Re: Making all elements and attributes that contain hyphens valid from Michael[tm] Smith on 2013-10-03 (public-html@w3.org from October 2013)

From: Michael[tm] Smith <mike@w3.org>
Date: Thu, 3 Oct 2013 16:05:07 +0900
To: Robin Berjon <robin@w3.org>
Cc: "HTML WG (public-html@w3.org)" <public-html@w3.org>
Message-ID: <20131003070506.GB2302@sideshowbarker>
Robin Berjon <robin@w3.org>, 2013-09-19 17:18 +0200:

> I opened a bug about this[0] but I'd like it to see broader discussion.
> 
> As per Web Components today[1], elements that contain a hyphen in their
> names are clearly laid open for third-party extensibility (a few exceptions
> are listed, grandfathered from MathML and SVG).
> 
> I'd be more comfortable if HTML were the one to make that promise, and also
> if it made it more explicitly. Furthermore, I think that the logical
> conclusion from that is that where validators are concerned, elements
> containing hyphens ought to always just be considered valid.

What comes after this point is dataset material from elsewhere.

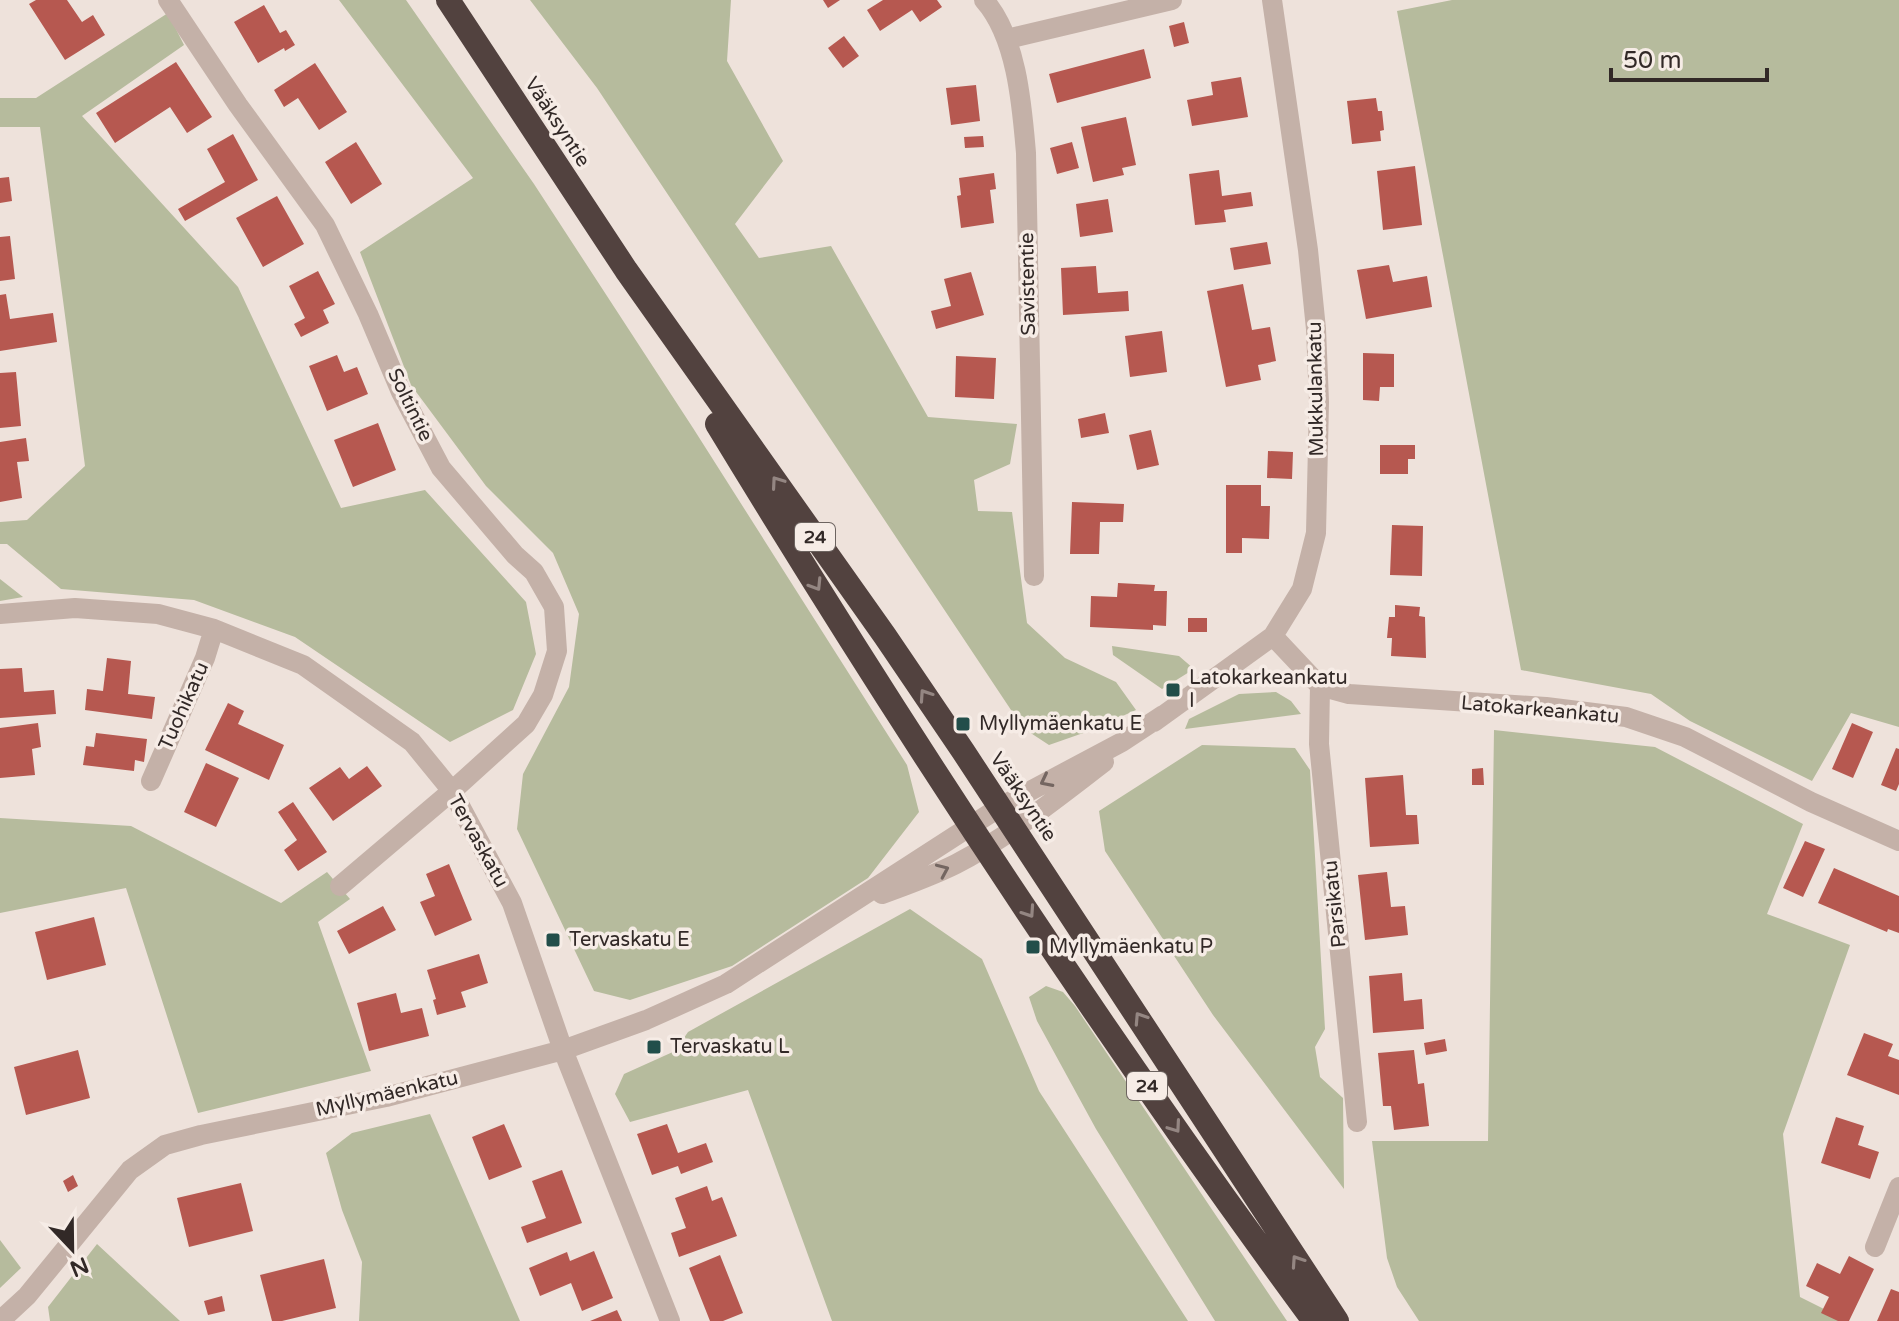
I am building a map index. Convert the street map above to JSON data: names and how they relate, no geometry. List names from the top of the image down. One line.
{"streets":{"highway":["Vääksyntie","24"],"street":["Savistentie","Mukkulankatu","Soltintie","Tuohikatu","Latokarkeankatu","Tervaskatu","Parsikatu","Myllymäenkatu"]},"crossings":[["Vääksyntie","Mukkulankatu"],["Vääksyntie","Myllymäenkatu"],["Mukkulankatu","Myllymäenkatu"],["Soltintie","Tervaskatu"],["Tuohikatu","Tervaskatu"],["Latokarkeankatu","Parsikatu"],["Tervaskatu","Myllymäenkatu"]],"places":{"transit":["Latokarkeankatu I","Myllymäenkatu E","Tervaskatu E","Myllymäenkatu P","Tervaskatu L"]},"scale_bar":"50 m","north":"bottom"}
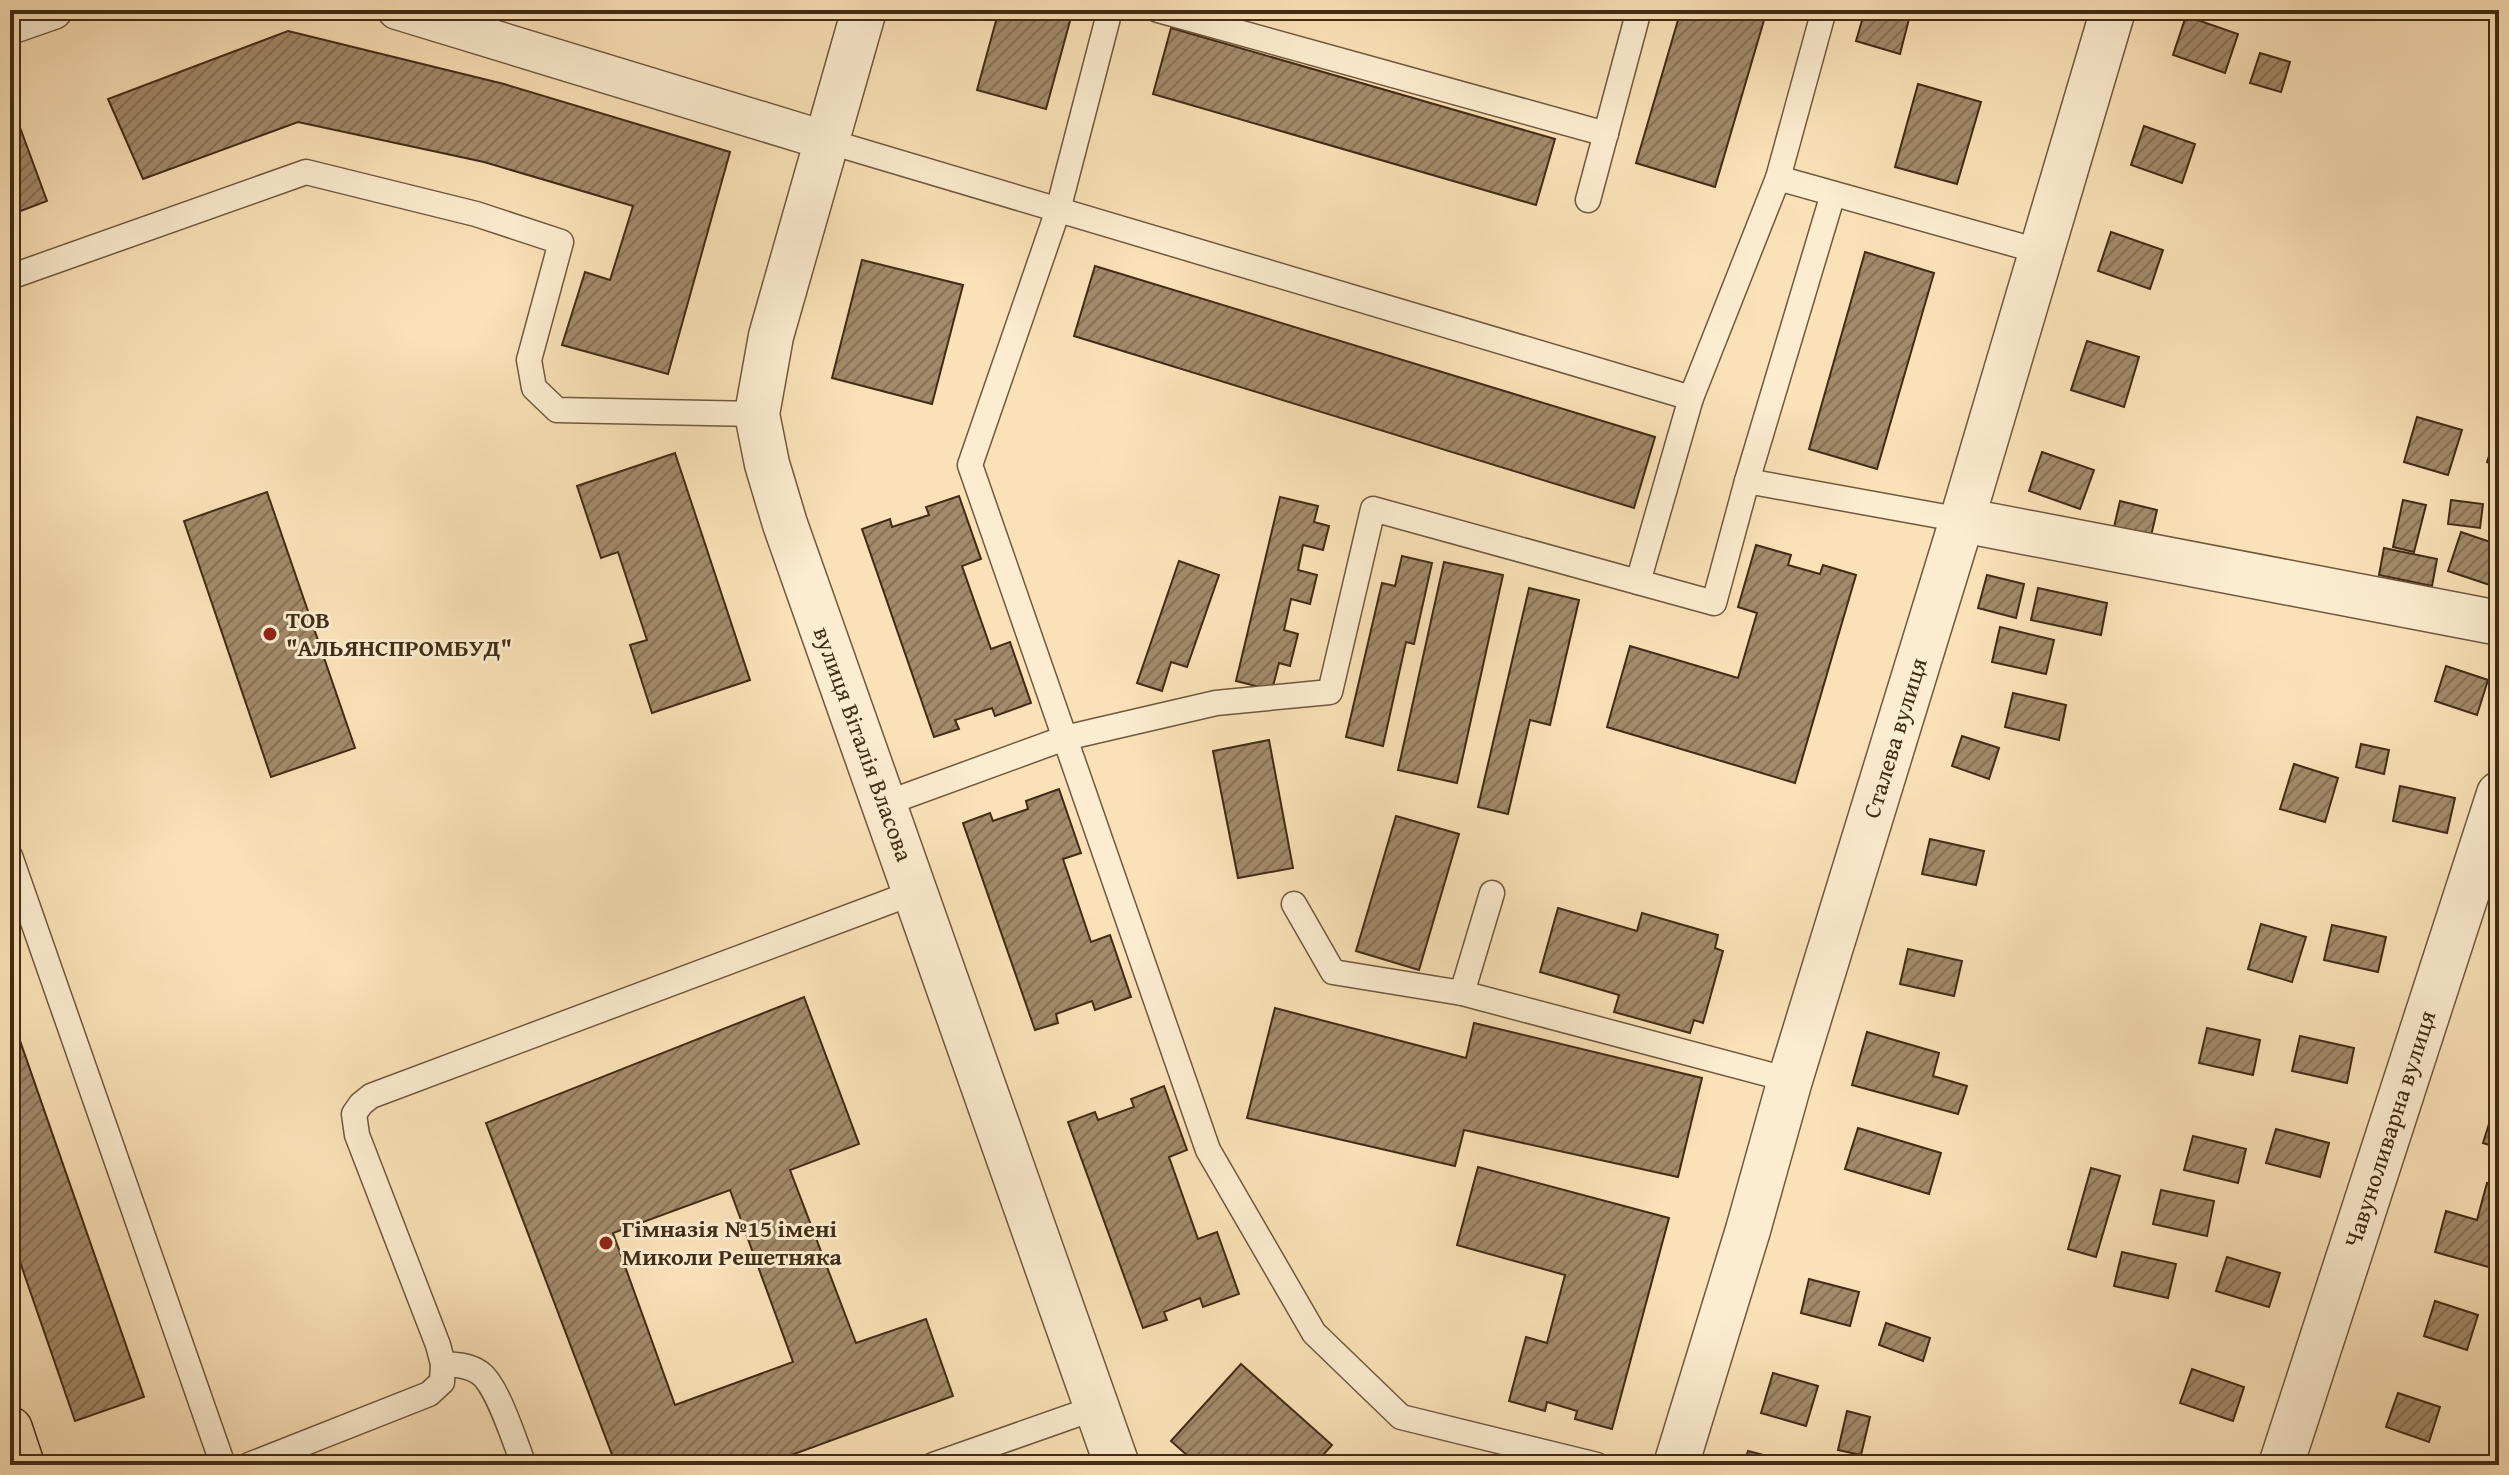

I don't think that would be a good idea.

The HTML spec defines the known element and attribute names recognized as
being standard names in the HTML language and that are "portable" in the
sense that among other things we know that UAs and other tools recognize
them as such. And additional specifications such as the existing ITS2 and
ARIA specs define other standard names for other specific purposes.

Custom element names and attribute names that someone privately mints and
uses in their own documents are not at all portable in the same sense and
not standard names that are core to the HTML language or any other standard.

So it's right that non-standard names be handled differently than standard
names, and appropriate that conformance checkers should treat them
differently than they do standard names. Validators shouldn't just silently
ignore them or drop them on the floor.

Conformance checkers should report non-standard names so a person checking
a document can actually be aware it contains non-standard names. Then that
person can decide what they choose to do about it (e.g., choose to ignore
the reports because they're the ones who created the document and are already
aware it contains custom names). To be clear, the person checking a document
with a validator is not always the same person who created the document.

See [A] at the end of this message for more details about validator
implementation of what you're proposing.

> Additionally, I believe we should make the same commitment for attributes.

Why? What's the use case?

It seems like you're scope-creeping your own proposal... Maybe I'm missing
something but at least as far as I know, Custom Elements in particular and Web
Components more broadly don't have any special need for attributes with hyphens.

Anyway, unlike for the element-name case, for the attribute-name cases we
already have standards that define a bunch of hyphen-containing attribute
names -- specifically, the set of aria-* attributes defined in the ARIA
spec, and the set of its-* attributes defined in the ITS2 spec.

So if we allow any attribute containing a hyphen, we're going to make it a
lot harder for authors to catch mistakes like ist-allowed-characters,
aira-describedby, aria-describesby, aria-described-by, its-annotaters-ref,
etc. Because it'll be a lot more difficult for tools to distinguish those
typoed names from arbitrary custom hypen-containing attribute names.

See [B] at the end of this message for more details about how this relates
to data-* attributes and validator implementation of support for those.

> not usable for general purpose extensions, and that's a good thing).
> 
> Making hyphen attributes valid in all cases (minus existing ones such as
> aria-* and those from SVG/MathML) would allow third parties to produce their
> own using weak (but sufficient) namespacing (e.g. epub-*).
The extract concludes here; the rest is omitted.